Korea’s largest company reported preliminary operating profit of 6.5 trillion won ($4.5 billion) for the December quarter, falling short of analysts’ average projection for 8.96 trillion won. Revenue came to 75 trillion won, just shy of estimates. Samsung will provide a full financial statement with net income and divisional breakdowns later this month.

“Samsung is just going through one of its toughest moments in its history,” Counterpoint analyst Tom Kang told Bloomberg Television. Samsung missed the high-bandwidth memory boom and needs to show it’s supplying AI memory to new clients. “They are really trying hard to catch up.”

Billions of dollars are at stake. Just last week, Microsoft Corp. said it plans to spend $80 billion building out data centers this fiscal year alone, triggering a broad rally in SK Hynix and other AI beneficiaries. SK Hynix posted record profit in October as Nvidia’s accelerators require more and more memory. 

Investors remain cautious about Samsung’s chances at overtaking its smaller but nimbler competitors, however. Samsung remains heavily exposed to weak demand for mobile chips, while it also grapples with a rising supply of legacy chips in China. Demand for its smartphone chips is expected to stay weak in 2025, executives said in October. In the TV and home appliances arenas, steep price competition from Chinese manufacturers is also eating margins.

In contrast, SK Hynix plans to reduce production of legacy chips and ratchet up capital expenditures to keep pace with the AI infrastructure boom. The Icheon-based company has announced a series of investment plans, including $14.6 billion on a new memory chip complex and other investments at home and $3.87 billion on an advanced packaging plant and research center for AI products in Indiana.

Last year, Samsung chip division chief Jun Young-hyun apologized for disappointing results and acknowledged delays in winning Nvidia certification.

Samsung must now review its organizational culture and processes, Jun had said — echoing previous comments about the need for fundamental change at one of Korea’s oldest companies. It laid off workers in Southeast Asia, Australia and New Zealand last year as part of a plan to reduce global headcount by thousands of jobs, Bloomberg News reported.

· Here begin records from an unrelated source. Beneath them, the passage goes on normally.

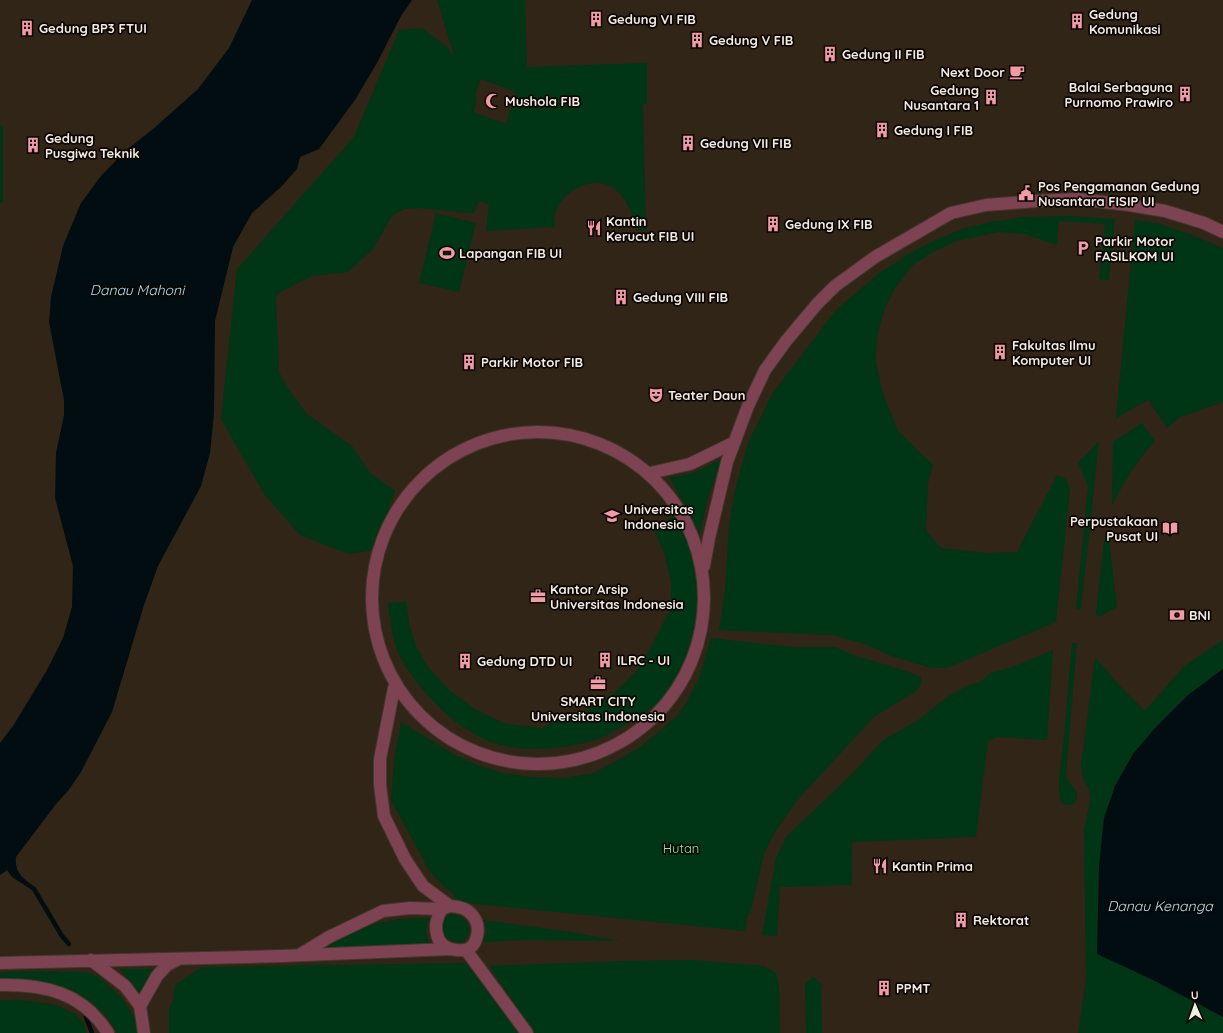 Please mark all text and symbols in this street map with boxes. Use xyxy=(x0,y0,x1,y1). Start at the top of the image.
place label: Gedung Komunikasi xyxy=(1089,6,1161,37)
building icon: Gedung VI FIB xyxy=(587,10,605,28)
place label: Gedung VI FIB xyxy=(608,11,696,27)
building icon: Gedung Komunikasi xyxy=(1068,12,1086,30)
building icon: Gedung BP3 FTUI xyxy=(18,19,36,37)
place label: Gedung BP3 FTUI xyxy=(39,20,147,36)
building icon: Gedung V FIB xyxy=(688,31,706,49)
place label: Gedung V FIB xyxy=(709,32,793,48)
building icon: Gedung II FIB xyxy=(821,45,839,63)
place label: Gedung II FIB xyxy=(842,46,925,62)
cafe icon: Next Door xyxy=(1008,63,1026,81)
place label: Next Door xyxy=(941,64,1005,80)
place label: Balai Serbaguna Purnomo Prawiro xyxy=(1064,79,1173,110)
place label: Gedung Nusantara 1 xyxy=(904,82,979,113)
building icon: Balai Serbaguna Purnomo Prawiro xyxy=(1176,85,1194,103)
building icon: Gedung Nusantara 1 xyxy=(982,88,1000,106)
mosque icon: Mushola FIB xyxy=(484,92,502,110)
place label: Mushola FIB xyxy=(505,93,580,109)
building icon: Gedung I FIB xyxy=(873,121,891,139)
place label: Gedung I FIB xyxy=(894,122,973,138)
place label: Gedung Pusgiwa Teknik xyxy=(45,130,140,161)
building icon: Gedung VII FIB xyxy=(679,134,697,152)
place label: Gedung VII FIB xyxy=(700,135,791,151)
building icon: Gedung Pusgiwa Teknik xyxy=(24,136,42,154)
place label: Pos Pengamanan Gedung Nusantara FISIP UI xyxy=(1038,178,1199,209)
public building icon: Pos Pengamanan Gedung Nusantara FISIP UI xyxy=(1017,184,1035,202)
place label: Kantin Kerucut FIB UI xyxy=(606,213,694,244)
building icon: Gedung IX FIB xyxy=(764,215,782,233)
place label: Gedung IX FIB xyxy=(785,216,873,232)
restaurant icon: Kantin Kerucut FIB UI xyxy=(585,219,603,237)
place label: Parkir Motor FASILKOM UI xyxy=(1095,233,1174,264)
parking icon: Parkir Motor FASILKOM UI xyxy=(1074,239,1092,257)
sports icon: Lapangan FIB UI xyxy=(438,244,456,262)
place label: Lapangan FIB UI xyxy=(459,245,562,261)
water label: Danau Mahoni xyxy=(90,281,186,299)
building icon: Gedung VIII FIB xyxy=(612,288,630,306)
place label: Gedung VIII FIB xyxy=(633,289,728,305)
place label: Fakultas Ilmu Komputer UI xyxy=(1012,337,1096,368)
building icon: Fakultas Ilmu Komputer UI xyxy=(991,343,1009,361)
building icon: Parkir Motor FIB xyxy=(460,353,478,371)
place label: Parkir Motor FIB xyxy=(481,354,583,370)
theatre icon: Teater Daun xyxy=(647,386,665,404)
place label: Teater Daun xyxy=(668,387,745,403)
place label: Universitas Indonesia xyxy=(624,501,694,532)
school or university icon: Universitas Indonesia xyxy=(603,507,621,525)
place label: Perpustakaan Pusat UI xyxy=(1070,513,1158,544)
library icon: Perpustakaan Pusat UI xyxy=(1161,519,1179,537)
place label: Kantor Arsip Universitas Indonesia xyxy=(550,581,684,612)
office icon: Kantor Arsip Universitas Indonesia xyxy=(529,587,547,605)
bank icon: BNI xyxy=(1168,606,1186,624)
place label: BNI xyxy=(1189,607,1211,623)
building icon: ILRC - UI xyxy=(596,651,614,669)
building icon: Gedung DTD UI xyxy=(456,652,474,670)
place label: ILRC - UI xyxy=(617,652,670,668)
place label: Gedung DTD UI xyxy=(477,653,572,669)
office icon: SMART CITY Universitas Indonesia xyxy=(589,674,607,692)
place label: SMART CITY Universitas Indonesia xyxy=(531,693,665,724)
park label: Hutan xyxy=(663,840,699,856)
restaurant icon: Kantin Prima xyxy=(871,857,889,875)
place label: Kantin Prima xyxy=(892,858,973,874)
water label: Danau Kenanga xyxy=(1107,897,1214,915)
building icon: Rektorat xyxy=(952,911,970,929)
place label: Rektorat xyxy=(973,912,1029,928)
building icon: PPMT xyxy=(875,979,893,997)
place label: PPMT xyxy=(896,980,930,996)
north arrow xyxy=(1175,985,1215,1025)
text: U xyxy=(1191,988,1199,1002)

Investors will also be watching when Samsung unveils its latest Galaxy smartphone lineup in San Jose on Jan. 22, promising to make better use of AI.

“While Samsung’s fourth quarter numbers are ugly, the firm likely won’t be a non-factor in high-bandwidth memory for long,” Vital Knowledge’s Adam Crisafulli said in a note to investors. 

--With assistance from Georgina McKay and Shinhye Kang.

(Updates with analyst commentary and stock reaction)

©2025 Bloomberg L.P.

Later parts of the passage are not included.